The annual clean-up day took place last month at the cloistered Carmelite Monastery in Philadelphia. I had been wanting to go for years for this project, but it had never worked out. This time it all came together and it was with great anticipation that I drove down to the Carmel early on a crisp December morning.
The day commenced with a mass that was celebrated by a priest from the Legionaries of Christ. The cloistered nuns assisted at the mass from the other side of the grille (an open grating of wrought iron bars) and received Holy Communion from the priest through an opening in the grille.
I have been going to the Philadelphia Carmel regularly since 2001. As a matter of fact, the first time was only a few weeks after 9/11 because I could remember the priest giving his homily about the attacks. Maria and I often go during the Triduum of Masses in honor of St. Therese for her Feast Day on October 1st and for the Novena of Masses for Our Lady of Mt. Carmel in July. It is always such a joy for me to see the nuns who are dressed exactly as St. Therese had been over 100 years ago.
It was such a privilege to serve the needs of these holy nuns. After the mass, a huge breakfast was served by female volunteers who were not allowed to work inside the cloister grounds because it is forbidden as a Papal Enclosure. I knew that they planned to work us hard when I saw the breakfast spread of eggs, pancakes, sausages, bacon, and French toast, that was served to us!
After breakfast, the workers entered the cloister grounds through the large doors. We had quite a large work force that flucuated between 60-70 men including almost 50 U.S. Navy Sea Cadets, many seminarians, and a bunch of laymen like myself. The Sea Cadets were young men between ages 11 and 17 who were in the program to learn leadership and seagoing skills. The program provides a great way for young men to give military life a ‘trial run’ before they make a more binding commitment of service after age 18. As previously mentioned, the female Sea Cadets who attended the work day were restricted to serving meals or other types of service outside the cloister grounds.
Vans full of rakes and equipment for the taking were parked inside the the large, open gate. Four Sea Cadets were posted at the gate at all times to prevent any unwanted intruders from entering the enclosure. I strode into the 3-acre grounds enclosed by a 12-15 foot stone wall and put my rake to good use. The old Chinese proverb “many hands make light work” was surely appropriate here as 50 Sea Cadets in prime physical shape were able to clear downed branches and rake leaves at an impressive rate. The ravages of Superstorm Sandy the end of October had left barely a patch of ground of the entire 3 acres uncovered by branches and leaves. It quickly became apparent that we would need the entire group working at full force.
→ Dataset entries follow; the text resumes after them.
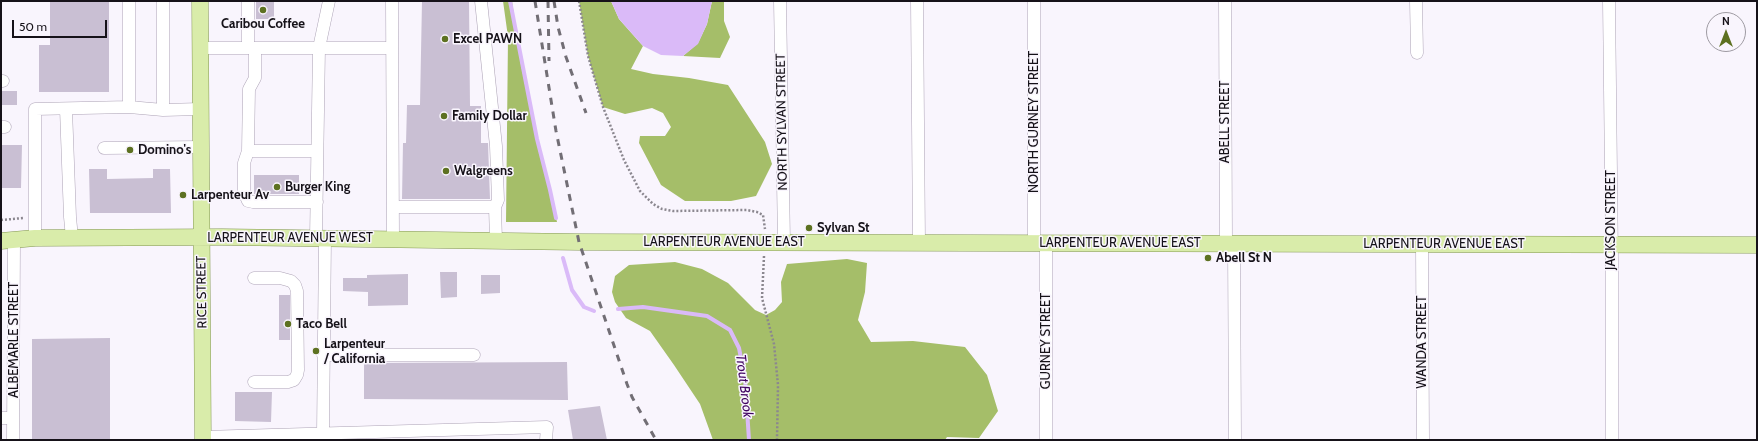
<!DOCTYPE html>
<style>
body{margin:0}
#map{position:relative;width:1758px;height:441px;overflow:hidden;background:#f9f5fd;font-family:Cabin,sans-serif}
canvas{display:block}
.frame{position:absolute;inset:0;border:2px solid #161219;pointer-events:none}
.north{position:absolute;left:1706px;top:12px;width:40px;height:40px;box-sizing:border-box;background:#f9f5fd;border:1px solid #9e9aa2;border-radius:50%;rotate:0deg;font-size:11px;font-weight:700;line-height:16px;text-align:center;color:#161219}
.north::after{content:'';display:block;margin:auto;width:14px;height:18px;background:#5d7121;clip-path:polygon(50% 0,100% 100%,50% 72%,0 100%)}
.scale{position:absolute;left:12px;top:20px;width:95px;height:18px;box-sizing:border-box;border:2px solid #161219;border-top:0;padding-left:5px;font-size:12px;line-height:14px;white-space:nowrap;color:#161219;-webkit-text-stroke:3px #f9f5fd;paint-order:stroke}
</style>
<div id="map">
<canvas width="1758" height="441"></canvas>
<div class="frame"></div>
<div class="north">N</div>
<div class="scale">50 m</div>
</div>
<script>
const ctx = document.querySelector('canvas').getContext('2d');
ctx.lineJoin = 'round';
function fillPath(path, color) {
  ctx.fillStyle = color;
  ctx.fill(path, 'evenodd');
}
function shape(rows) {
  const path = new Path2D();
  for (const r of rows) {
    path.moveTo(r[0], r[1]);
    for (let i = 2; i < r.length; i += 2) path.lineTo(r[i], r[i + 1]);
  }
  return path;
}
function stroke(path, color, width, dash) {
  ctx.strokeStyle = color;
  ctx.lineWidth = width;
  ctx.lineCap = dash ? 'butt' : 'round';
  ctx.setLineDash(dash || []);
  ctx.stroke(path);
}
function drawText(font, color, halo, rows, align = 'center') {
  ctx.font = font + ' Cabin,sans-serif';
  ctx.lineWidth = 3;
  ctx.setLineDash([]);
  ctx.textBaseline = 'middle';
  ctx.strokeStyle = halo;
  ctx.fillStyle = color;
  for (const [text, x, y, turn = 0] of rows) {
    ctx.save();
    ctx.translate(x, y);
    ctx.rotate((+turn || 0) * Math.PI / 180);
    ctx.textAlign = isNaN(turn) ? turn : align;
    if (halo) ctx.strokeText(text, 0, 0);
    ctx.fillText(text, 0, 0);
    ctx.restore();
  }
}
fillPath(shape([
 [503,1,512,1,521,65,537,139,557,222,506,222,508,37],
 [579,1,611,1,619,19,643,46,631,69,653,74,689,78,728,85,765,142,772,164,756,196,731,201,685,201,661,185,639,143,640,136,665,136,671,127,663,113,652,108,625,114,603,107,588,56],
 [712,1,724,1,724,21,730,37,720,58,683,56,698,43,707,24],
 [847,259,867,263,865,292,858,320,871,342,913,341,965,347,987,375,998,411,979,438,947,437,945,440,713,440,700,404,674,365,650,331,626,318,615,302,612,292,615,276,629,265,675,262,702,269,728,283,755,310,766,315,775,310,782,302,781,282,787,264]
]), '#a5be69');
fillPath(shape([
 [611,1,712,1,707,24,698,44,683,56,661,55,643,46,619,19]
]), '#dabaf8');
stroke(shape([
 [510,1,537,139,550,190,556,218],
 [563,258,572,290,584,307,594,311],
 [618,309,643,307,707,316,730,330,739,348,745,379,749,440]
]), '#dabaf8', 4);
fillPath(shape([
 [50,1,109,1,109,92,39,92,39,45,50,45],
 [256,1,274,1,274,19,256,19],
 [422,1,469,1,470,106,481,106,481,143,488,143,490,199,402,199,403,143,406,143,407,105,420,105],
 [1,91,17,91,17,105,1,105],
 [1,145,22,145,21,188,1,188],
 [89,169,107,169,107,179,153,178,153,169,170,169,171,213,90,213],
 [254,175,299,175,299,194,254,194],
 [440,272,457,272,457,297,441,298],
 [408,274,408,305,368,306,368,292,343,291,343,278,367,278,367,275],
 [481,275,500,275,500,293,481,294],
 [279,295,290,295,290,340,279,340],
 [110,338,110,440,32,440,32,339],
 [567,362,568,400,364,399,364,363],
 [235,392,272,392,271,422,235,421],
 [600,406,607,440,573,440,568,410]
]), '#c9bfd3');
const minor = shape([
 [129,1,129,107,163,110,163,1],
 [392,1,393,239],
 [481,1,496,146,498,200,495,207],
 [780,1,784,242],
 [917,1,919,243],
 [1225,1,1226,243],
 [1416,1,1417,53],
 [1609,1,1612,262,1612,440],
 [200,48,392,48],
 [248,48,248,1],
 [255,48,255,78,249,89,248,151,317,151],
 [1,81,3,81],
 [66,109,70,217,72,238],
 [163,110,200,109],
 [1,127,5,127],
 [104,148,201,147],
 [248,151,244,163,244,192,248,201,253,202,317,202],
 [393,207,495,207,496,241],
 [35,238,35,109,129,107],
 [316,238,319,48,329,1],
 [1034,243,1034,1],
 [1046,243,1046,440],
 [1234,243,1235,440],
 [1422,244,1423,440],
 [323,355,474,355],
 [254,382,288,382,294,380,297,375,298,370,297,291,295,285,291,281,280,278,254,278],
 [1,418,13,418],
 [323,434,325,238],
 [203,437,547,427,546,440],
 [13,440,14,240]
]);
const major = shape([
 [200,1,203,440],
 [1,241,35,238,222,237,579,242,1757,245]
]);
stroke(minor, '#ada3b6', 13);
stroke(major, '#849853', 17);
stroke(shape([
 [579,1,588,56,603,107,624,160,640,191,653,204,662,209,673,211,747,210,757,212,763,215,765,229],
 [1,220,24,218],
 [764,256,762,298,774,344,778,385,777,440]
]), '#8b878f', 2.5, [2, 2]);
stroke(minor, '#fff', 12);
stroke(major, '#d9ecaa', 16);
stroke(shape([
 [535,1,556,131,579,242,627,384,632,397,656,440],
 [548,1,549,61],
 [554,1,558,27,566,57,586,113]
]), '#726e75', 3, [7, 7]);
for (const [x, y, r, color] of [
 [263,10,4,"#5d7121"],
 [445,39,4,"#5d7121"],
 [444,116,4,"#5d7121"],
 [130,150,4,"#5d7121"],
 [446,171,4,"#5d7121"],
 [277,187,4,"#5d7121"],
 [183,195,4,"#5d7121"],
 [809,228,4,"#5d7121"],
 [1208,258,4,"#5d7121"],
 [288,324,4,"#5d7121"],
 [316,351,4,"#5d7121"]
]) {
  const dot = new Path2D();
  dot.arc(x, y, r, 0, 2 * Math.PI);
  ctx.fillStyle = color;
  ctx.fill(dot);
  stroke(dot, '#f9f5fd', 1.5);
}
drawText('bold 13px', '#161219', '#f9f5fd', [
 ["Caribou Coffee",263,24,"center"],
 ["Excel PAWN",453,39],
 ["Family Dollar",452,116],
 ["Domino's",138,150],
 ["Walgreens",454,171],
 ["Burger King",285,187],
 ["Larpenteur Av",191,195],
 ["Sylvan St",817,228],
 ["Abell St N",1216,258],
 ["Taco Bell",296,324],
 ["Larpenteur",324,344],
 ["/ California",324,359]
], 'left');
drawText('13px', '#161219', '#f9f5fd', [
 ["NORTH SYLVAN STREET",782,122,-91],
 ["NORTH GURNEY STREET",1034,122,-90],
 ["ABELL STREET",1225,122,-90],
 ["JACKSON STREET",1611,220,-90],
 ["LARPENTEUR AVENUE WEST",290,238],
 ["LARPENTEUR AVENUE EAST",724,242],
 ["LARPENTEUR AVENUE EAST",1120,243],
 ["LARPENTEUR AVENUE EAST",1444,244],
 ["RICE STREET",202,292,-91],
 ["ALBEMARLE STREET",14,340,-90],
 ["GURNEY STREET",1046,341,-90],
 ["WANDA STREET",1422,342,-90]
]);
drawText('italic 14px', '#3f0260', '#f9f5fd', [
 ["Trout Brook",744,386,83]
]);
</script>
I raked leaves for 1-2 hours before switching to the large leaf blower. I put the backpack on and began blowing leaves into piles with a deafening roar. One young boy who was there with his father asked that I blow the leaves into one large pile so he could jump into it. His request fulfilled, he jumped into the pile with abandon. I enjoyed seeing him so happy.
At one point the Mother Superior of the Convent inspected the progress of our work and even spoke briefly to a few workers. She must have been satisfied with what she saw because she disappeared as rapidly as she had come on the scene. I took a break after several hours of work and sat on a wall in front of the cloister walk to rest for a few minutes. I spied a nun surveying the frenetic proceedings from a window with much curiosity. She may have seen me watching her because she too disappeared quickly. It almost became a side sport trying to get a glimpse of the elusive sisters!
At lunch one of the men well-acquainted with the monastery told me that there was a crypt on the property that contained the remains of many deceased nuns, one of whom was incorrupt! The Church teaches that the bodies of some saints are preserved from decomposition as a miracle of grace as a testament to the holiness of the saint. This is purely a gift of God for the benefit of the Faithful. Countless canonized saints are not incorrupt and some are preserved even though they may never have been formally canonized by the Church. Sister Stanislaus of the Blessed Sacrament falls into the latter category. She was only 31 when she died in the Philadelphia Carmel in 1911 from tuberculosis, the same disease that claimed St. Therese. She was greatly influenced by St. Therese and began to translate the Autobiography of the recently deceased Little Flower. She so reflected Therese’s teachings of humility and purity that Sr. Stanislaus became know as the “Little Flower of the Philadelphia Carmel”. It was a great joy for me to pray at this holy nun’s tomb.
By mid-afternoon the Sea Cadets, seminarians, and the rest of us had cleared the last piles of leaves and parted after a good day’s work. I was so happy to serve the Carmelite nuns who were living the same hidden life of holiness that St. Therese had lived more than a century ago. I plan to return next year for the annual workday at the monastery and hopefully I’ll be able to persuade some willing recruits to join me.